- _PROBLEM DETAILS_
Pick out the lines below that include the string "Reply".

(Collection entries)
• • •
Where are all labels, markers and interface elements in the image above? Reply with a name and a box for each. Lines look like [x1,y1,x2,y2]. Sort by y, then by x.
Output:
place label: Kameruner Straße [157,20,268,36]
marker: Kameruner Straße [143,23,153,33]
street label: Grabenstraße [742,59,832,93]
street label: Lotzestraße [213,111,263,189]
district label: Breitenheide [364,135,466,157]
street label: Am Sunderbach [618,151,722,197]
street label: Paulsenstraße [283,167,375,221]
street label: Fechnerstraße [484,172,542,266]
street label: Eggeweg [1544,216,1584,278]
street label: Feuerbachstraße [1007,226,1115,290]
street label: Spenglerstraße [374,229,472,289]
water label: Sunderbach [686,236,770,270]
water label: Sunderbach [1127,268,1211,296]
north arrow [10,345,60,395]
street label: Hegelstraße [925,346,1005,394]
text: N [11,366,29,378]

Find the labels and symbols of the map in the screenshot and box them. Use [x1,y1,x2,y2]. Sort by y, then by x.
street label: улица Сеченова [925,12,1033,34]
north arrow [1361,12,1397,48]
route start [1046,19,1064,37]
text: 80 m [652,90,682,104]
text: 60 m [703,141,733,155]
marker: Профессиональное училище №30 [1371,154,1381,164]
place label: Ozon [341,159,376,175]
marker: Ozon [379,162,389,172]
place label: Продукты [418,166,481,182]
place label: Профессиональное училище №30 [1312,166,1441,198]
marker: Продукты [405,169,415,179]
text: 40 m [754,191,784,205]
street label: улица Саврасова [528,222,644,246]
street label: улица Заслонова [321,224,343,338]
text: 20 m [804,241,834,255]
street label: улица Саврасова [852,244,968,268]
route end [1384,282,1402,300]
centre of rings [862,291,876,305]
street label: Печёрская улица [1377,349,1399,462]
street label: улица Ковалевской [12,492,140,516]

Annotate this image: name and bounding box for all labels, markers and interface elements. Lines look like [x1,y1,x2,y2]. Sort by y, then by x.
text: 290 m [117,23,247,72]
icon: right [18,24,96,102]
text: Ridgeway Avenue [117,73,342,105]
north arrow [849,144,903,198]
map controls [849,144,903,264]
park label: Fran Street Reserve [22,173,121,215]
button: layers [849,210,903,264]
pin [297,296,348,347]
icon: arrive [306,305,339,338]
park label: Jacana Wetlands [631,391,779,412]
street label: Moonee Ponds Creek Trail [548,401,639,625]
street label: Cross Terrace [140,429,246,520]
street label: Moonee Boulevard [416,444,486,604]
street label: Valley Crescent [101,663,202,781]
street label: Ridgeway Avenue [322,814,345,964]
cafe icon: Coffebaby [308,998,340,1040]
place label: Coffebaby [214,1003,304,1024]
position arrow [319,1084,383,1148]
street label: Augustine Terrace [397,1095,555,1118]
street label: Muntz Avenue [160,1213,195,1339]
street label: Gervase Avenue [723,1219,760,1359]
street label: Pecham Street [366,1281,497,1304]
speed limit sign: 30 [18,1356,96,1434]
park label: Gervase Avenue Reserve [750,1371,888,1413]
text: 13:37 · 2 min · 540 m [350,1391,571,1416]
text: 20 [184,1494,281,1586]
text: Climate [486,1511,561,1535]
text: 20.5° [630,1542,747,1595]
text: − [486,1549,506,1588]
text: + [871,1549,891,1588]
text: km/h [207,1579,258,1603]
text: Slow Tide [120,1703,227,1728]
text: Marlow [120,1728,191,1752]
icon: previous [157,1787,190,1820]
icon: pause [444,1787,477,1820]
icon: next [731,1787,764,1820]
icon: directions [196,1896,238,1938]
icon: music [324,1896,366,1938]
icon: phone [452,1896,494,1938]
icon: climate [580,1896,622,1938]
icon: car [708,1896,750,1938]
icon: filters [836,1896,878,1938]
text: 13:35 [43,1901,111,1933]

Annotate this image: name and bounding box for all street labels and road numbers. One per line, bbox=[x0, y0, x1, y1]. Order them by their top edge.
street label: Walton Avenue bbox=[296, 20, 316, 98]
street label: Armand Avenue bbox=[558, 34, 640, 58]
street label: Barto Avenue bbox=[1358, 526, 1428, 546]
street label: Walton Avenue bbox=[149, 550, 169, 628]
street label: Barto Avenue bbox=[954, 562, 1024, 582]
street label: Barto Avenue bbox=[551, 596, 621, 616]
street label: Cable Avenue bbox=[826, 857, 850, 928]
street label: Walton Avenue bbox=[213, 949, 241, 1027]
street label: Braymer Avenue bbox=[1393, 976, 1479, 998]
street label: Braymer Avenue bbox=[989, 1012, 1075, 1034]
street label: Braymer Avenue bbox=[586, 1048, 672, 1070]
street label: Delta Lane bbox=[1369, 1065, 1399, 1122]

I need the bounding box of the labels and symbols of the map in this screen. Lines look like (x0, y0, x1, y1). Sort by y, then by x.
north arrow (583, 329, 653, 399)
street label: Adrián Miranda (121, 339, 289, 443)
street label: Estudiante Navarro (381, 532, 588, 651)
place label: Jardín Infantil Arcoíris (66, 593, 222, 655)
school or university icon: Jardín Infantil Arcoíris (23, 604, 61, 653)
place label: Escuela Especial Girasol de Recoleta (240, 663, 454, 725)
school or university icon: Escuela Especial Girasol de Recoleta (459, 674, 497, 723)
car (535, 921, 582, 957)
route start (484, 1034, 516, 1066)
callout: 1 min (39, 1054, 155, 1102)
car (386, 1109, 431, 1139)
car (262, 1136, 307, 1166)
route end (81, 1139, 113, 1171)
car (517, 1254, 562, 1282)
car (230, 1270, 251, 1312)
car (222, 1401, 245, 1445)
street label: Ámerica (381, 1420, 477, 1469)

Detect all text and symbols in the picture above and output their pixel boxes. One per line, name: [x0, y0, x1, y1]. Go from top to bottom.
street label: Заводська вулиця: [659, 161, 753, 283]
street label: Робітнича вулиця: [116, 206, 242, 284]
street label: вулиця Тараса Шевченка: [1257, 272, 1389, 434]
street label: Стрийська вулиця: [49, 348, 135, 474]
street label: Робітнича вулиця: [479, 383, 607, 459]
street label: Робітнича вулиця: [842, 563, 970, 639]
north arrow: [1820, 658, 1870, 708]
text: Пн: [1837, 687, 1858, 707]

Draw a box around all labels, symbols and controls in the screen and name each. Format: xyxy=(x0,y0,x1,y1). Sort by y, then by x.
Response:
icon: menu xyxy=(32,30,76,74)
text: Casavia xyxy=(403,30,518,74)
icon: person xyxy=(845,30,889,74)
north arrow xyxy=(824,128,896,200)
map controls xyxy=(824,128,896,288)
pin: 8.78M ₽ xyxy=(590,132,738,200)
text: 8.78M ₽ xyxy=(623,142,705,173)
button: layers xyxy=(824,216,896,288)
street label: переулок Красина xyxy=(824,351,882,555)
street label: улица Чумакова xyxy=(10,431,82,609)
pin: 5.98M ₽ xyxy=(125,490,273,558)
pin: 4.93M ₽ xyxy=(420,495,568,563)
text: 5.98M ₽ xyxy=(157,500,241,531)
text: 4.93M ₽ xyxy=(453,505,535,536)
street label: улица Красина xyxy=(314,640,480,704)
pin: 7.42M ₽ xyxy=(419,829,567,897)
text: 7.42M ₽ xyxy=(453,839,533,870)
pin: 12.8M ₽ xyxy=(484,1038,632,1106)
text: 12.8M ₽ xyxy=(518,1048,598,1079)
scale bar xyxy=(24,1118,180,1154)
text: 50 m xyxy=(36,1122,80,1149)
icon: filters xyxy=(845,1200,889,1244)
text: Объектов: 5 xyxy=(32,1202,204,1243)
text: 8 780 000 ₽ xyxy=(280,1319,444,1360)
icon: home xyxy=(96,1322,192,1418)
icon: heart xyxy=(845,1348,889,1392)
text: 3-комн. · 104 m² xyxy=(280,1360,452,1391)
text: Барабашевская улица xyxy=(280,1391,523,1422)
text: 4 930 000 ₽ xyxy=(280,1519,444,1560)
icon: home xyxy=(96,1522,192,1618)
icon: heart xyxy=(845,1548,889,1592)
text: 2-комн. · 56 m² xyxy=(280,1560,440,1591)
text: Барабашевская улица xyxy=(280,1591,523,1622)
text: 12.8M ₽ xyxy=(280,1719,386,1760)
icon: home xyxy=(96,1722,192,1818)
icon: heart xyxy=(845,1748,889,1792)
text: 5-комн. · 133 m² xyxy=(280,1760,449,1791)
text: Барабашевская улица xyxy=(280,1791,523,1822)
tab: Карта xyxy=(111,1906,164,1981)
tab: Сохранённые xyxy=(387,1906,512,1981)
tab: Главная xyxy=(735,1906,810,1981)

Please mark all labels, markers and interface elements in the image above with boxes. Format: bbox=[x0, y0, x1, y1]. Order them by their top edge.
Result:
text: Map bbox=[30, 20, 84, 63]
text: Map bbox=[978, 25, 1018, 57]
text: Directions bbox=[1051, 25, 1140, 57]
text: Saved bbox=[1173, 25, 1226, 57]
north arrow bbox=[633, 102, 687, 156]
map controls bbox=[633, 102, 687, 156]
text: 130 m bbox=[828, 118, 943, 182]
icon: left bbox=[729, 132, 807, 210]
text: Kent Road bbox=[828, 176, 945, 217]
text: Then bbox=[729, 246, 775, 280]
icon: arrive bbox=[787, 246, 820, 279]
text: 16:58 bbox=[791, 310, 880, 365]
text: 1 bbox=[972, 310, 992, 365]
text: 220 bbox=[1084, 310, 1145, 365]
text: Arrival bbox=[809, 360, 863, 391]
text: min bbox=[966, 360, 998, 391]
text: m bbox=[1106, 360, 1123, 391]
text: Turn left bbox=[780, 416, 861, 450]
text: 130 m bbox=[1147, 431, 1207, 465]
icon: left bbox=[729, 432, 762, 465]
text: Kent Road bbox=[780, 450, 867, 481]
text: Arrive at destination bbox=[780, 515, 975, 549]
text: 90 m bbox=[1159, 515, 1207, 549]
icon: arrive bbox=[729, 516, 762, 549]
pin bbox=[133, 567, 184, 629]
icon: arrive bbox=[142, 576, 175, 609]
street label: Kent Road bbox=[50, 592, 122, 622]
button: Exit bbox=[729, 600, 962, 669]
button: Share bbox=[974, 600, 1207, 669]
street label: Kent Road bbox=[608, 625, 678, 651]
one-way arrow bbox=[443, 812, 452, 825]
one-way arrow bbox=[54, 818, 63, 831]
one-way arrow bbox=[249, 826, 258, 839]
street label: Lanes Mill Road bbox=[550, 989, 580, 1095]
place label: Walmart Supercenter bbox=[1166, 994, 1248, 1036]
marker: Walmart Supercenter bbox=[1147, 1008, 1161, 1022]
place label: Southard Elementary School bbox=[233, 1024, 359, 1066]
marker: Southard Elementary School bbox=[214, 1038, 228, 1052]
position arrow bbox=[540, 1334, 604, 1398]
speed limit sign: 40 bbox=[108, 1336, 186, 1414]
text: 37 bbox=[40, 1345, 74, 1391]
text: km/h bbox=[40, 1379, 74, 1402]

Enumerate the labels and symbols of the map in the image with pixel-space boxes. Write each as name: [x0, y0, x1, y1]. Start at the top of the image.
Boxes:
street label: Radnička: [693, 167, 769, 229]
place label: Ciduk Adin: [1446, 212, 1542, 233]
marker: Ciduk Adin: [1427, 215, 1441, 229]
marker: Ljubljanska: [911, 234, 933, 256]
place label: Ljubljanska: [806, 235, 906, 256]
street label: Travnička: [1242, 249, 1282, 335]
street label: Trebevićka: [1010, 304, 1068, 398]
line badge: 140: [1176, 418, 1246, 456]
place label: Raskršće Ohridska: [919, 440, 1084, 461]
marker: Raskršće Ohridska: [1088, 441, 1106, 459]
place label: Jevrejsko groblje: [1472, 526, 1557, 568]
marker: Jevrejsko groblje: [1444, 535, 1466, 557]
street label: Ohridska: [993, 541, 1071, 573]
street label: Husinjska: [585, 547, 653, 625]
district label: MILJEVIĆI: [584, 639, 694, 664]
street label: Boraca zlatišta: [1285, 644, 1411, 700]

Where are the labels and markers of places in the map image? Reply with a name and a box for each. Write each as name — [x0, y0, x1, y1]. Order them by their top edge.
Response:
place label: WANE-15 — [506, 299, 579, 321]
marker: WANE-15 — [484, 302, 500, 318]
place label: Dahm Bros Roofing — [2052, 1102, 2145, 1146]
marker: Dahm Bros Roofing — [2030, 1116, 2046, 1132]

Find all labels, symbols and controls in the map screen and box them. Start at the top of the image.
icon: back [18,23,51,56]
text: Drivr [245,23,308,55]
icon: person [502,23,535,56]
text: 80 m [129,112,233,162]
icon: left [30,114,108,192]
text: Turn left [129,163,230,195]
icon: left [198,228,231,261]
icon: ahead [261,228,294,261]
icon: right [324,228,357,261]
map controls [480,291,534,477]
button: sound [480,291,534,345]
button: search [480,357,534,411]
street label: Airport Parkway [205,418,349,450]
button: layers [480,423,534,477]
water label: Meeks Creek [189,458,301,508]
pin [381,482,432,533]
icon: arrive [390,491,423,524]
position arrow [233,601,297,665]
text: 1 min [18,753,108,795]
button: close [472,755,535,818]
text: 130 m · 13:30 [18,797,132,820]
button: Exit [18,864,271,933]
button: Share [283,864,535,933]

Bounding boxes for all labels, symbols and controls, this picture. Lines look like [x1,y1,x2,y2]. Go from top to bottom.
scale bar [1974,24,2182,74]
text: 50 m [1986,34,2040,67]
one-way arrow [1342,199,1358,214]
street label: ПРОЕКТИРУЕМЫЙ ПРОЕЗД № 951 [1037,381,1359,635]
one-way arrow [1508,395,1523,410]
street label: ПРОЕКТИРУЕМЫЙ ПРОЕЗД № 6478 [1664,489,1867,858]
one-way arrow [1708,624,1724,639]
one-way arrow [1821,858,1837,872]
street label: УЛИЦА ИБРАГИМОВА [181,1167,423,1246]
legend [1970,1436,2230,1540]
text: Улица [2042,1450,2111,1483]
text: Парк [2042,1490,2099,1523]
• • •
- _FINISHED TASK_
Where are all labels, markers and interface elements in the image above? Reply with a name and a box for each. Lines look like [x1,y1,x2,y2]. Sort by y, then by x.
Where are the labels and markers of places in the map image? Reply with a name and a box for each. Write each as name — [x0, y0, x1, y1]. Order them by their top edge.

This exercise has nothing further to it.